Imagine you have a lengthy article whose very first sentence states the core topic, for example:
“This article is about the impact of social media on teenagers’ mental health. We’ll start by discussing how screen time correlates with well-being…”
Then, there are many descriptive details at the end of the article, which may include case analysis, data reports, etc. The entire article may have thousands of words. For models that want to do “topic classification” or “sentiment analysis”, the beginning of the article is likely to point out the main idea of the article or the author’s attitude. Ideally, the model should remember this core message because everything that follows will relate to this topic.

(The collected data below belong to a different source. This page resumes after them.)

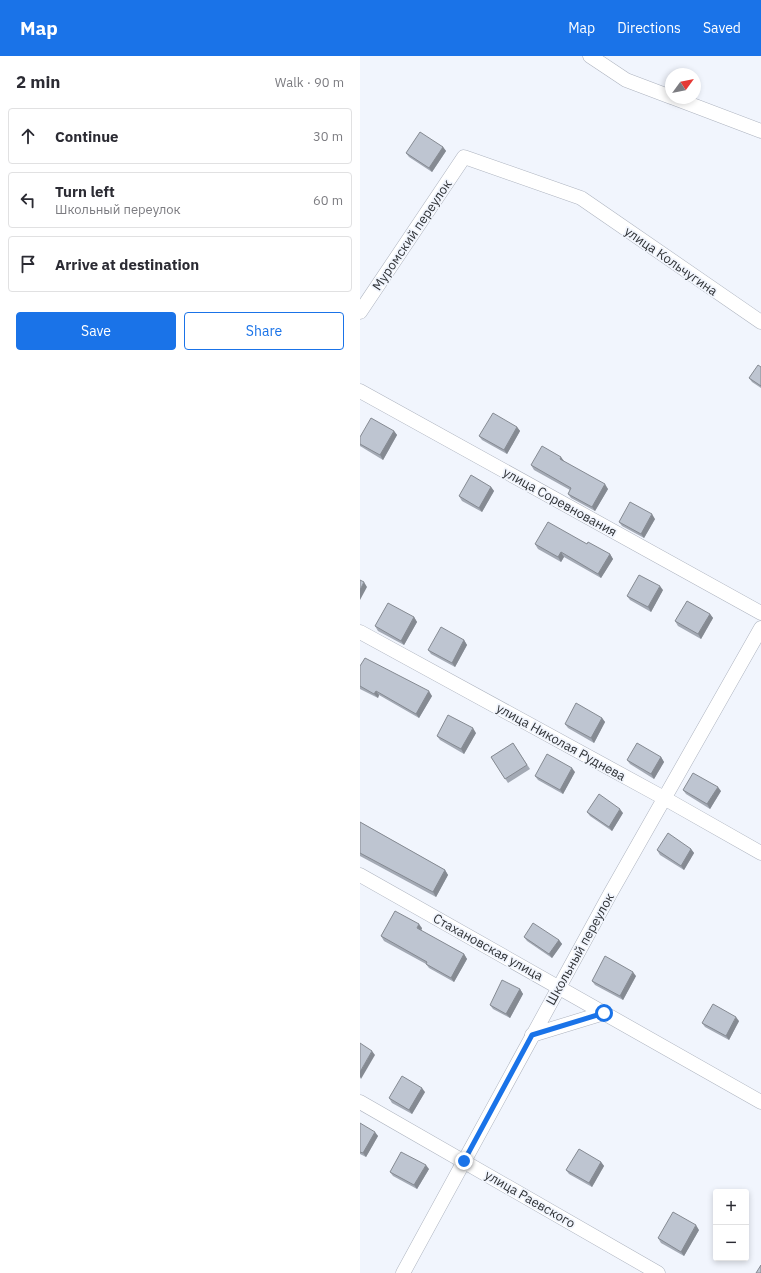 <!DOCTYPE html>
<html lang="en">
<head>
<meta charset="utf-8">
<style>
  body { margin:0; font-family:"IBM Plex Sans",sans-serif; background:#f7f7f7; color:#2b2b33 }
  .controls { position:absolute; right:12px; bottom:12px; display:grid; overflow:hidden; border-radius:4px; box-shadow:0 2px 6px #0003 }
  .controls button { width:36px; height:36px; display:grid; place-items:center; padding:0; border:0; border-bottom:1px solid #e1e1e2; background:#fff; color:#2b2b33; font:20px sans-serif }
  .compass { position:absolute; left:305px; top:12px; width:36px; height:36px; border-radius:50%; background:#fff; box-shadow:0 2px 6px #0003; rotate:57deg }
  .stop { position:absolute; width:12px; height:12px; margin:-9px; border:3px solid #1a73e8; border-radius:50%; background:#fff }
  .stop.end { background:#1a73e8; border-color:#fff; box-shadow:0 1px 4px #0008 }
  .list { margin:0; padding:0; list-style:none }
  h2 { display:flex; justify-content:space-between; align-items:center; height:52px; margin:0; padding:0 16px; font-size:17px }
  h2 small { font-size:13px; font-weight:400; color:#7c7c81 }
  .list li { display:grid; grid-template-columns:26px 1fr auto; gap:12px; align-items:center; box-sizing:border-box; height:56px; margin:0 8px 8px; padding:0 8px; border:1px solid #e1e1e2; border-radius:4px }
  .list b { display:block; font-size:15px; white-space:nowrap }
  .list p { margin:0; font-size:13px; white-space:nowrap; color:#7c7c81 }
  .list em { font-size:13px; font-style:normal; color:#7c7c81 }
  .actions { display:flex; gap:8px; padding:12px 16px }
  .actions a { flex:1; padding:9px 0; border:1px solid #1a73e8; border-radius:4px; text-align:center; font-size:14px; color:#1a73e8 }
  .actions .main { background:#1a73e8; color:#fff }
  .icon { flex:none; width:22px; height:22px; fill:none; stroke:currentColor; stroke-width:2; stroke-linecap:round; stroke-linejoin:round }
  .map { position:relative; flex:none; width:401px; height:1217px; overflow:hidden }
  header { display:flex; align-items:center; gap:24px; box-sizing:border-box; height:56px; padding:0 20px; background:#1a73e8; color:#fff }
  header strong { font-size:19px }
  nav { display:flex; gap:22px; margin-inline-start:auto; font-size:14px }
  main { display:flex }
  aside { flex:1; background:#fff }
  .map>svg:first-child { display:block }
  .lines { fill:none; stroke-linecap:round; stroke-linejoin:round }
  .minor-casing { stroke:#adb3bf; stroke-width:15 }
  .minor { stroke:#fff; stroke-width:14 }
  .wall { fill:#a3a9b4 }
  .shaded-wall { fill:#858a92 }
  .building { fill:#bec5d1; stroke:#858a92 }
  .route { stroke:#1a73e8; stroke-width:5 }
  .labels { text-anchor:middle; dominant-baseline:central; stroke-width:3.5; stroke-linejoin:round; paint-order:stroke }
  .street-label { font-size:13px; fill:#2f3236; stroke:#f1f5fd }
</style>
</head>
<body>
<header>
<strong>Map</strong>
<nav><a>Map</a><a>Directions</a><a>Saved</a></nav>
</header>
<main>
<aside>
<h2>2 min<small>Walk · 90 m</small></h2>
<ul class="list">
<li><svg class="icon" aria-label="ahead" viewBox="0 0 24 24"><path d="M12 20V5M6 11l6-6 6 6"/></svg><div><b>Continue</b></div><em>30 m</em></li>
<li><svg class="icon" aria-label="left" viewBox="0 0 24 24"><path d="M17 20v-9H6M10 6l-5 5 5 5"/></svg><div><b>Turn left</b><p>Школьный переулок</p></div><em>60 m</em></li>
<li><svg class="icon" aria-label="arrive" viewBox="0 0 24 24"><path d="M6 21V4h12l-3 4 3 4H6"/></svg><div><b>Arrive at destination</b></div></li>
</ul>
<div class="actions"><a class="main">Save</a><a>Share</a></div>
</aside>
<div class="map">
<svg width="401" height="1217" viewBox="0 0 401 1217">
  <rect width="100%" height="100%" fill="#f1f5fd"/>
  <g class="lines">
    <!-- minor casing -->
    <g class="minor-casing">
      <g id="minor">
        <path d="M230,0L266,24L311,41"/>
        <path d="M314,42L401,75"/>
        <path d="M0,256L104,101L221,142L401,266"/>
        <path d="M0,335L401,557"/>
        <path d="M0,576L304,742L401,797"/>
        <path d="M0,819L401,1046"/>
        <path d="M172,979L244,957"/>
        <path d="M0,1046L298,1217"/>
        <path d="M43,1217L250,838L401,572"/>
      </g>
    </g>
    <!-- minor -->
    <use href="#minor" class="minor"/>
  </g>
  <!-- wall -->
  <g class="wall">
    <path d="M83,91L86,95L72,116L49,101L46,97Z"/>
    <path d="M401,311V332L392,326L389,322Z"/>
    <path d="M157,371L160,375L147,398L122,384L119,380Z"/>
    <path d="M34,375L37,379L23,404L0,390V381Z"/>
    <path d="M204,405V406L248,433L235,455L211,442L208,438L210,434L174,414L171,409Z"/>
    <path d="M131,431L134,435L122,456L102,445L99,440Z"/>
    <path d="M295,463L284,482L262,470L259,466Z"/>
    <path d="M175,488H227L250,498L253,503L241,522L204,501L201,506L178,493Z"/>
    <path d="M303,534L291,556L270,544L267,540Z"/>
    <path d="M350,558L353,562L341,583L318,570L315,565Z"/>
    <path d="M54,561L57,566L44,589L18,575L15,570Z"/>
    <path d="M104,584L107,589L95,611L71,598L68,594Z"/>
    <path d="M0,610L72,640L59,662L19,639L18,642L0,633Z"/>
    <path d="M242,662L245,666L234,687L208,672L205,668Z"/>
    <path d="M116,677L104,698L80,684L77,680Z"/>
    <path d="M153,687L170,713L148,727L131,701Z"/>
    <path d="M301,701L304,706L294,723L270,708L267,704Z"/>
    <path d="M215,716L203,738L178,724L175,720Z"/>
    <path d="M323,734L361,735L350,753L326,738Z"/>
    <path d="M227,756L263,757L252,775L230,760Z"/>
    <path d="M0,766L85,814L88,819L76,841L0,800Z"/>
    <path d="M331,793L334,797L324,814L300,799L297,794Z"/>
    <path d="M62,872L61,875L104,898L107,903L94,926L69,912L66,908L24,885L21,880Z"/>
    <path d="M164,881L199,884L202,888L192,902L167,885Z"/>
    <path d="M276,920L263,944L235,929L232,925Z"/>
    <path d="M160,933L163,938L150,962L133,953L130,949Z"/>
    <path d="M379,965L369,984L345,971L342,967Z"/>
    <path d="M65,1036L52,1058L32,1047L29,1042Z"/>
    <path d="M0,1067L18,1080L6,1101L0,1098Z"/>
    <path d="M241,1106L244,1110L232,1131L209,1118L206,1114Z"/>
    <path d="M69,1113L57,1133L33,1120L30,1116Z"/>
    <path d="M339,1174L324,1200L301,1187L298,1182Z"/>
  </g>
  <!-- shaded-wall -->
  <g class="shaded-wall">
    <path d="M83,91L86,95L72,116L69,112Z"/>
    <path d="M157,371L160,375L147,398L144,394Z"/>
    <path d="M34,375L37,379L23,404L20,399Z"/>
    <path d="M201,401L204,405L203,408L200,403Z"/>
    <path d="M245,428L248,433L235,455L232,451Z"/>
    <path d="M131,431L134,435L122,456L119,452Z"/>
    <path d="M292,458L295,463L284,482L281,478Z"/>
    <path d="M201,496L204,501L201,506L198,501Z"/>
    <path d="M250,498L253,503L241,522L238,518Z"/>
    <path d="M4,526L7,531L0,544V534Z"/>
    <path d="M300,530L303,534L291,556L288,551Z"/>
    <path d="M350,558L353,562L341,583L338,578Z"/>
    <path d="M54,561L57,566L44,589L41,585Z"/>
    <path d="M104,584L107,589L95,611L92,607Z"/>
    <path d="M16,635L19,639L18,642L14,638Z"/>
    <path d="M69,635L72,640L59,662L56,658Z"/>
    <path d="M242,662L245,666L234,687L231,682Z"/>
    <path d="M113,672L116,677L104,698L101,693Z"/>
    <path d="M301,701L304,706L294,723L291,718Z"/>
    <path d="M212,712L215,716L203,738L200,734Z"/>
    <path d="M358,731L361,735L350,753L347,748Z"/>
    <path d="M260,753L263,757L252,775L249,771Z"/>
    <path d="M331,793L334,797L324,814L321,810Z"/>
    <path d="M85,814L88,819L76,841L73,836Z"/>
    <path d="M59,868L62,872L60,877L57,872Z"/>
    <path d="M199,884L202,888L192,902L189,898Z"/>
    <path d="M104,898L107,903L94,926L91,922Z"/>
    <path d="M273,916L276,920L263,944L260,940Z"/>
    <path d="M160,933L163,938L150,962L146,958Z"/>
    <path d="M376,961L379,965L369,984L366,980Z"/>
    <path d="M12,995L15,999L1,1023L0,1021V1016Z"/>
    <path d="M62,1032L65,1036L52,1058L49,1054Z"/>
    <path d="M15,1076L18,1080L6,1101L3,1097Z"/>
    <path d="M241,1106L244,1110L232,1131L229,1127Z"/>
    <path d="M66,1109L69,1113L57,1133L54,1129Z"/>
    <path d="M336,1169L339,1174L324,1200L321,1196Z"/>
  </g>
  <!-- building -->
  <g class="building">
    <path d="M60,76L83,91L69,112L46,97Z"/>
    <path d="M398,309L401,311V330L389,322Z"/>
    <path d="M133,357L157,371L144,394L119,380Z"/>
    <path d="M11,362L34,375L20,399L0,388V381Z"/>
    <path d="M182,390L201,401L200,403L245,428L232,451L208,438L211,432L171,409Z"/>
    <path d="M111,419L131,431L119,452L99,440Z"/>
    <path d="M270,446L292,458L281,478L259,466Z"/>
    <path d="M188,466L227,488L228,486L250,498L238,518L201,496L198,501L175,488Z"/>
    <path d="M279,519L300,530L288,551L267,540Z"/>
    <path d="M0,524L4,526L0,534Z"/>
    <path d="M327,545L350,558L338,578L315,565Z"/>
    <path d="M28,547L54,561L41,585L15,570Z"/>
    <path d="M81,571L104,584L92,607L68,594Z"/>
    <path d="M5,602L69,635L56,658L16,635L14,638L0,630V610Z"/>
    <path d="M216,647L242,662L231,682L205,668Z"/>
    <path d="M88,659L113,672L101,693L77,680Z"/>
    <path d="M153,687L167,709L145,723L131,701Z"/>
    <path d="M277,687L301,701L291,718L267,704Z"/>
    <path d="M187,698L212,712L200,734L175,720Z"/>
    <path d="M333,717L358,731L347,748L323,734Z"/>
    <path d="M239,738L260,753L249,771L227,756Z"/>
    <path d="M0,766L85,814L73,836L0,797Z"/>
    <path d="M308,777L331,793L321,810L297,794Z"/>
    <path d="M35,855L59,868L57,872L104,898L91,922L66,908L67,906L21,880Z"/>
    <path d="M173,867L199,884L189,898L164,881Z"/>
    <path d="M245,900L273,916L260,940L232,925Z"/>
    <path d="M142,924L160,933L146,958L130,949Z"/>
    <path d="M353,948L376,961L366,980L342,967Z"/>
    <path d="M0,987L12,995L0,1016Z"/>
    <path d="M42,1020L62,1032L49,1054L29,1042Z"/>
    <path d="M0,1067L15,1076L3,1097L0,1096Z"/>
    <path d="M219,1093L241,1106L229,1127L206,1114Z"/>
    <path d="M41,1096L66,1109L54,1129L30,1116Z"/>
    <path d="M313,1156L336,1169L321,1196L298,1182Z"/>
    <path d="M401,1209V1217H396Z"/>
  </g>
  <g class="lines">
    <!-- route -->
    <path class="route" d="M104,1105L172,979L244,957"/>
  </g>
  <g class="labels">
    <!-- street labels -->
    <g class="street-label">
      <text transform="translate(52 179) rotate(-56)">Муромский переулок</text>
      <text transform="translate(311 205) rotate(35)">улица Кольчугина</text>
      <text transform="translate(200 446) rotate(29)">улица Соревнования</text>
      <text transform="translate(201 686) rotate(29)">улица Николая Руднева</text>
      <text transform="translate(128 891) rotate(29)">Стахановская улица</text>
      <text transform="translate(220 893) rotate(-61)">Школьный переулок</text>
      <text transform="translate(170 1143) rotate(30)">улица Раевского</text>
    </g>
  </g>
</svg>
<div class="controls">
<button>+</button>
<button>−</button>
</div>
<svg class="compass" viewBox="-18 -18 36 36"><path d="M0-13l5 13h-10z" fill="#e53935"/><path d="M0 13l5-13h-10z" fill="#7c7c81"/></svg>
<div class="stop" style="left:244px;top:957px"></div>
<div class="stop end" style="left:104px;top:1105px"></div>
</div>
</main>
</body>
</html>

When the RNN processes this article, it feeds information into the model word by word or sentence by sentence and updates the hidden states. When backpropagation returns to the first half of the article, the gradients have been continuously reduced and are almost close to 0. The model will not remember the topic information mentioned at the beginning of the article. Finally, when the model outputs the “topic classification” or “sentiment analysis” results of the entire article, it does not have sufficient recognition ability for early key prompts and may make wrong or inconsistent judgments.
RNN models such as Long short-term memory (LSTM) or Gated Recurrent Unit (GRU) can better retain the key information at the beginning of the sequence.
Through the introduction of this article, I believe you have a more comprehensive understanding of the operation mode of RNN. We have seen the powerful capabilities of RNN in processing sequential data, and also understood the challenges it may face in long time series, such as vanishing gradients. To address this problem, models such as LSTM and GRU can be used to effectively retain long-term information.
- Andrew Ng, Deep Learning Specialization, Coursera.